(Saved data entries)
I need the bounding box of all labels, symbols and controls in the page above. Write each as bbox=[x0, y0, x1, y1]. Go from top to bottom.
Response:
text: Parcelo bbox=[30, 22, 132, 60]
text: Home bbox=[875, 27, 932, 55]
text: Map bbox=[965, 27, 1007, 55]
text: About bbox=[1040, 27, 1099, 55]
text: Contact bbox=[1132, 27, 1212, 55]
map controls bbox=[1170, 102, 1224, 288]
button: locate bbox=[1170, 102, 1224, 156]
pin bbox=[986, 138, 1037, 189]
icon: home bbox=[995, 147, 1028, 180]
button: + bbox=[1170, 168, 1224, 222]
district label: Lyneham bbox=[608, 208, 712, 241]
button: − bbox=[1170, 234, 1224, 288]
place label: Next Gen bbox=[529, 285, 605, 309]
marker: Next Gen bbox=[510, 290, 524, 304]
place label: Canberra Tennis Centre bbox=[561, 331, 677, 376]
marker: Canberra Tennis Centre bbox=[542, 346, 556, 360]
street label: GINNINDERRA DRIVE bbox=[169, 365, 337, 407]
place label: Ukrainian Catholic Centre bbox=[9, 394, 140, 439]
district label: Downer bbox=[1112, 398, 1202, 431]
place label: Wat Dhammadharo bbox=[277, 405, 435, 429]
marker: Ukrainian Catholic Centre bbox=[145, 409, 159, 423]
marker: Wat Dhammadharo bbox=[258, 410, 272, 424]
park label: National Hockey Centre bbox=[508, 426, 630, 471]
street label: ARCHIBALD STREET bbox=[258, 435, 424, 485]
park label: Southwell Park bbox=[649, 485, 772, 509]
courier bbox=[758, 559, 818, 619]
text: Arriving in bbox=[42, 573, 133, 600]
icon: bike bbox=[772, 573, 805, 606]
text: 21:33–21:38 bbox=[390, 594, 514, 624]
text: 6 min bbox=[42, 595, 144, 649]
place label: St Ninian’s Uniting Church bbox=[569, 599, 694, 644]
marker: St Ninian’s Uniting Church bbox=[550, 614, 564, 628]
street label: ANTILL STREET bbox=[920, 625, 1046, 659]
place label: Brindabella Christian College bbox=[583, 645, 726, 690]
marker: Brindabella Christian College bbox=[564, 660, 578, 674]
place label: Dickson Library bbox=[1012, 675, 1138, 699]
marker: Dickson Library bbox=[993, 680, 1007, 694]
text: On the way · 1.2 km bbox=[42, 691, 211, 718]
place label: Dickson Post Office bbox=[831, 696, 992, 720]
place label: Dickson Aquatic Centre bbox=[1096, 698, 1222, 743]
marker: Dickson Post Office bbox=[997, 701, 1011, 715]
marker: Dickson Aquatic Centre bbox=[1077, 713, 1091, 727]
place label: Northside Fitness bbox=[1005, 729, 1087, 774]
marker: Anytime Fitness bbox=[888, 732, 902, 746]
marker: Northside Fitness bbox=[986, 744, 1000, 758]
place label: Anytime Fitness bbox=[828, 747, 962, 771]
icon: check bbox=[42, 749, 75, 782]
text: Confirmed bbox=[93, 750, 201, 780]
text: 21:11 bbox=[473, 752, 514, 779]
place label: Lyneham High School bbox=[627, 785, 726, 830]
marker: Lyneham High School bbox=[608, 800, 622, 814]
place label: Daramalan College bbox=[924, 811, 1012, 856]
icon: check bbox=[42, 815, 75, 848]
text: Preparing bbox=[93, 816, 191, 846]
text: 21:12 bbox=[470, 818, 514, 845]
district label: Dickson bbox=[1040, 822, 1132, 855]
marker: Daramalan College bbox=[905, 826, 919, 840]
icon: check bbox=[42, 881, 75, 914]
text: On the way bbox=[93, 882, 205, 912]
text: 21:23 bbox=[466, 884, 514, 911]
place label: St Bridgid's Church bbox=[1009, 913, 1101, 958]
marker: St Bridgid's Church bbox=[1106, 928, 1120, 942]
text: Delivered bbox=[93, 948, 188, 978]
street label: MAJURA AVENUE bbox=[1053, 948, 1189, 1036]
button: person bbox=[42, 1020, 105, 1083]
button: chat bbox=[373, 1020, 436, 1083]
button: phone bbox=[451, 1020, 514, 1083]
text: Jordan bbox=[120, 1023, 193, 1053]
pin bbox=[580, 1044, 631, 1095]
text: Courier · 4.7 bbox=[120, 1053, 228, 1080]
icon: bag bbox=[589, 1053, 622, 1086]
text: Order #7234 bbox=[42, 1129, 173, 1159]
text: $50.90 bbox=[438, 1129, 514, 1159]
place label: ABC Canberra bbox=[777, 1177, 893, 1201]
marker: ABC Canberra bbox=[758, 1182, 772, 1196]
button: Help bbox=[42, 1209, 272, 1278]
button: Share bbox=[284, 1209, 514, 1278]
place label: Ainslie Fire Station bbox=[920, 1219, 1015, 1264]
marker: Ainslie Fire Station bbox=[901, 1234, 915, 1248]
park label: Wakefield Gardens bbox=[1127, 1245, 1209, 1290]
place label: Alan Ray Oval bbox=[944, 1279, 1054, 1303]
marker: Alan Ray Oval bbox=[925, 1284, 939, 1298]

* **WHAT IS BEING ASKED**:
Find the string "Station" in the entries above and return each line that holds it.

* **TASK RESPONSE**:
place label: Ainslie Fire Station bbox=[920, 1219, 1015, 1264]
marker: Ainslie Fire Station bbox=[901, 1234, 915, 1248]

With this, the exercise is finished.